Hey, at least I'm in good company! Thanks for the thoughtful post.
Who says I don't have a dagger?
And Jeanne, apparently you haven't seen me on Friday nights.
Seriously, thanks for the thoughts, encouragement, and challenge. I seek the peace that passes all understanding and the type of beauty that uplifts, but sometimes I get in my way like clown feet.
H, you are supernaturally born again, called by God and of God, and His plan is NOT ordinary. We've been brainwashed by being "famous" as Michelle described so well, drilled with the "extraordinary" instructions to be worthy of recognition, and we associate "mundane" with worldly definitions. God is amazing, faithful, and simply mind boggling because for each one of His creation, He does in fact have a plan. And to Him that plan is good and perfect and anything but ordinary. And even the most "mundane" thing (our assessment) requires extraordinary obedience which we are so not inclined to do more often than not.
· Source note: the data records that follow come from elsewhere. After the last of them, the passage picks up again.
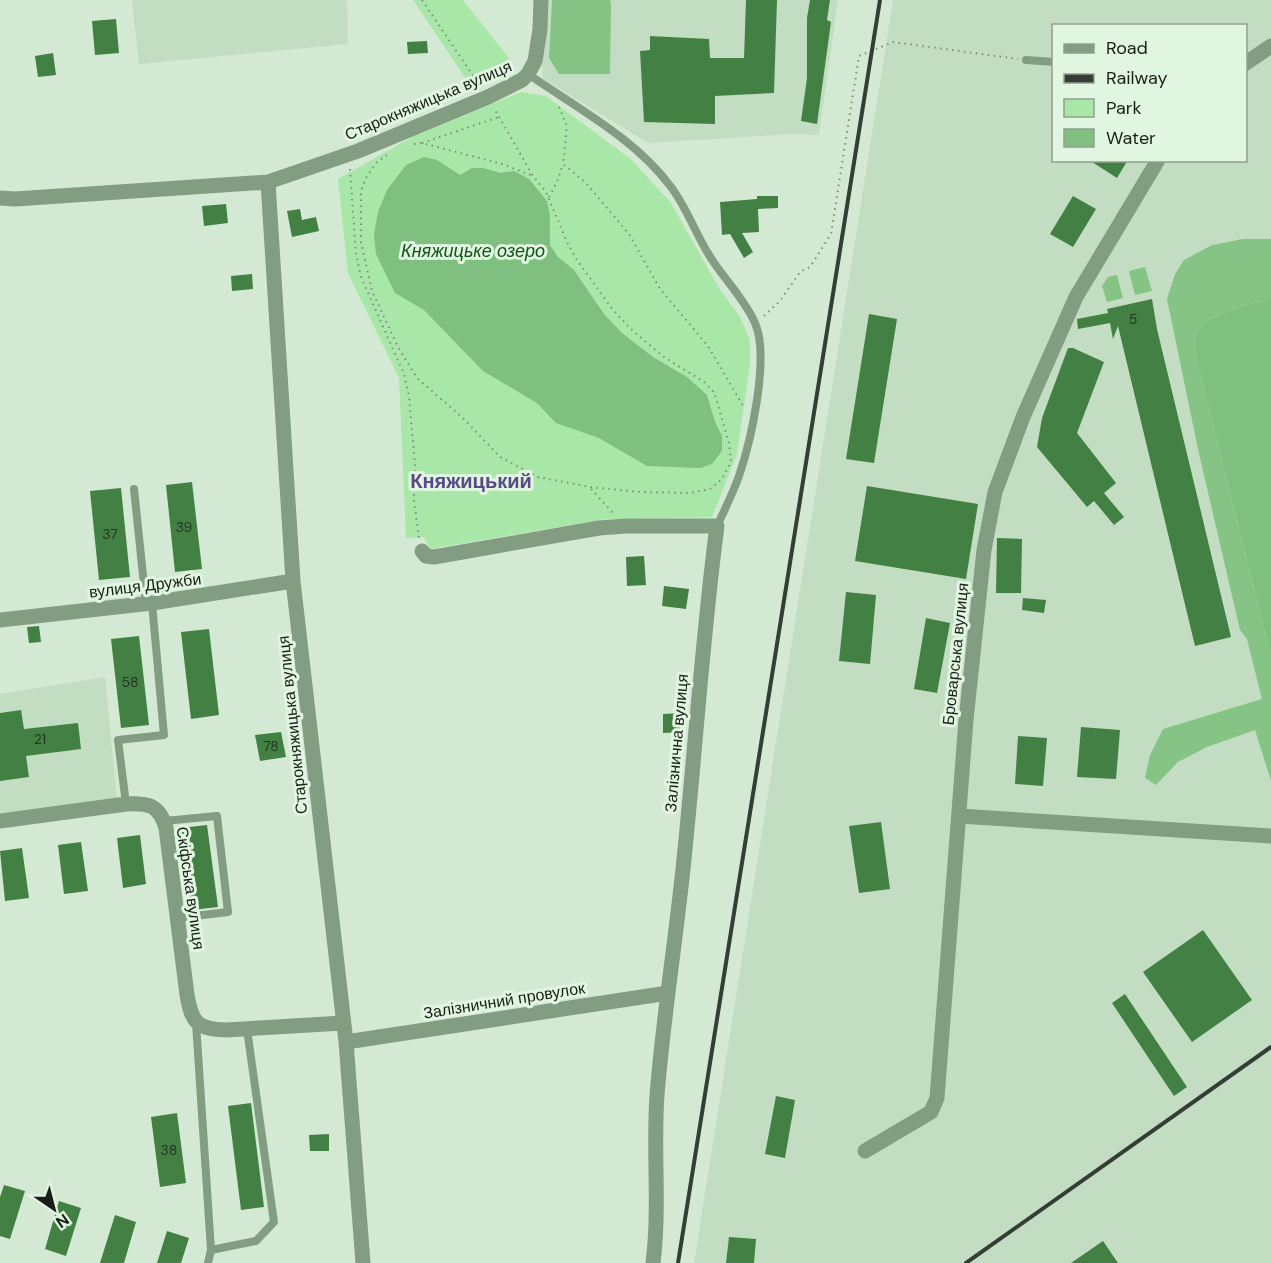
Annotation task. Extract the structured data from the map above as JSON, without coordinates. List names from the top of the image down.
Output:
{
  "streets": {
    "street": [
      "Старокняжицька вулиця",
      "вулиця Дружби",
      "Броварська вулиця",
      "Залізнична вулиця",
      "Скіфська вулиця",
      "Залізничний провулок"
    ]
  },
  "crossings": [
    ["Старокняжицька вулиця", "вулиця Дружби"],
    ["Старокняжицька вулиця", "Залізничний провулок"],
    ["Залізнична вулиця", "Залізничний провулок"]
  ],
  "districts": ["Княжицький"],
  "water": ["Княжицьке озеро"],
  "house_numbers": [
    "5",
    "39",
    "37",
    "58",
    "21",
    "78",
    "38"
  ],
  "legend": [
    "Road",
    "Railway",
    "Park",
    "Water"
  ],
  "north": "bottom right"
}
I've sruggled through everything you've voiced in this thoughtful post. And really the best solution is what Michelle did and the conclusions she arrived at.
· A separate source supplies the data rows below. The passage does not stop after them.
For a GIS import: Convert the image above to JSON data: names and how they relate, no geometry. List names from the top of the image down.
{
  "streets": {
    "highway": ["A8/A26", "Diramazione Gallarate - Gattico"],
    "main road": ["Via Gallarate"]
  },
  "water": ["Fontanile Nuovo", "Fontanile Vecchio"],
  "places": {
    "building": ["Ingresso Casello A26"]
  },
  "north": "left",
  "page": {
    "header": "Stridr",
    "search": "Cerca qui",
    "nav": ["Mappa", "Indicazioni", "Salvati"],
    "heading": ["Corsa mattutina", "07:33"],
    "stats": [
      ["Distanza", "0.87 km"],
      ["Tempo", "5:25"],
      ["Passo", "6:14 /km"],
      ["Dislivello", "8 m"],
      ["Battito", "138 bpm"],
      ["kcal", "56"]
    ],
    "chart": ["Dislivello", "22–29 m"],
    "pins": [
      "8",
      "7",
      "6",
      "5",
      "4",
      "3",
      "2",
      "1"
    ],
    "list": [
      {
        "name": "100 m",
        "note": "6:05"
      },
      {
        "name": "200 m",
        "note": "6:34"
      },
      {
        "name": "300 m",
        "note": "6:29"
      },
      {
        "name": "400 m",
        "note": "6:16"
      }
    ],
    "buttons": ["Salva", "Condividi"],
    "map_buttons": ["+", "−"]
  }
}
You are extraordinary, H. No jive. Be obedient and prove it to anyone who doubts it--including yourself.
"sruggled"? That's a good one, isn't it? How 'bout struggled? That, too.
Great post, Heather. Great material here for a novel--this is a worthy struggle to put a protagonist through, don't you think?
Interestingly, all the "greats" of the Bible faced some humbling, broken years. I grew up singing in VBS or Sunday School "Dare to be a Daniel." Sounds triumphant, but the next line is "Dare to stand alone."
David wasn't David until Saul had chased him all over the wilderness for years. Esther lost her parents at an early age and was raised by her cousin. Ruth was a widow, an immigrant, away from all the comforts of home.
There's a cost to becoming a costly pot.
And interestingly, in the New Testament, Jesus identified some costly pots no one else thought to look at twice: the widow who gave her last two coins in the temple; the Gentile woman who persisted in asking Jesus to heal her son even after he initially said no; the short tax man standing in a tree; the prostitute who broke a jar of perfume over Jesus. I could go on.
I guess, as I think about this, I conclude that 1) we're all ordinary pots--it is what God does that makes us look extraordinary; 2) the only things that count are the things we do in obedience to our Master. All the rest, though we might think it looks pretty special, will be burned up as wood, hay, or stubble.
Thanks for the provoking thoughts!
Becky
Great look at free will/predestination. I think that being ordinary or extraordinary is all how you look at it and has a great deal to do with being content in whatever the circumstance.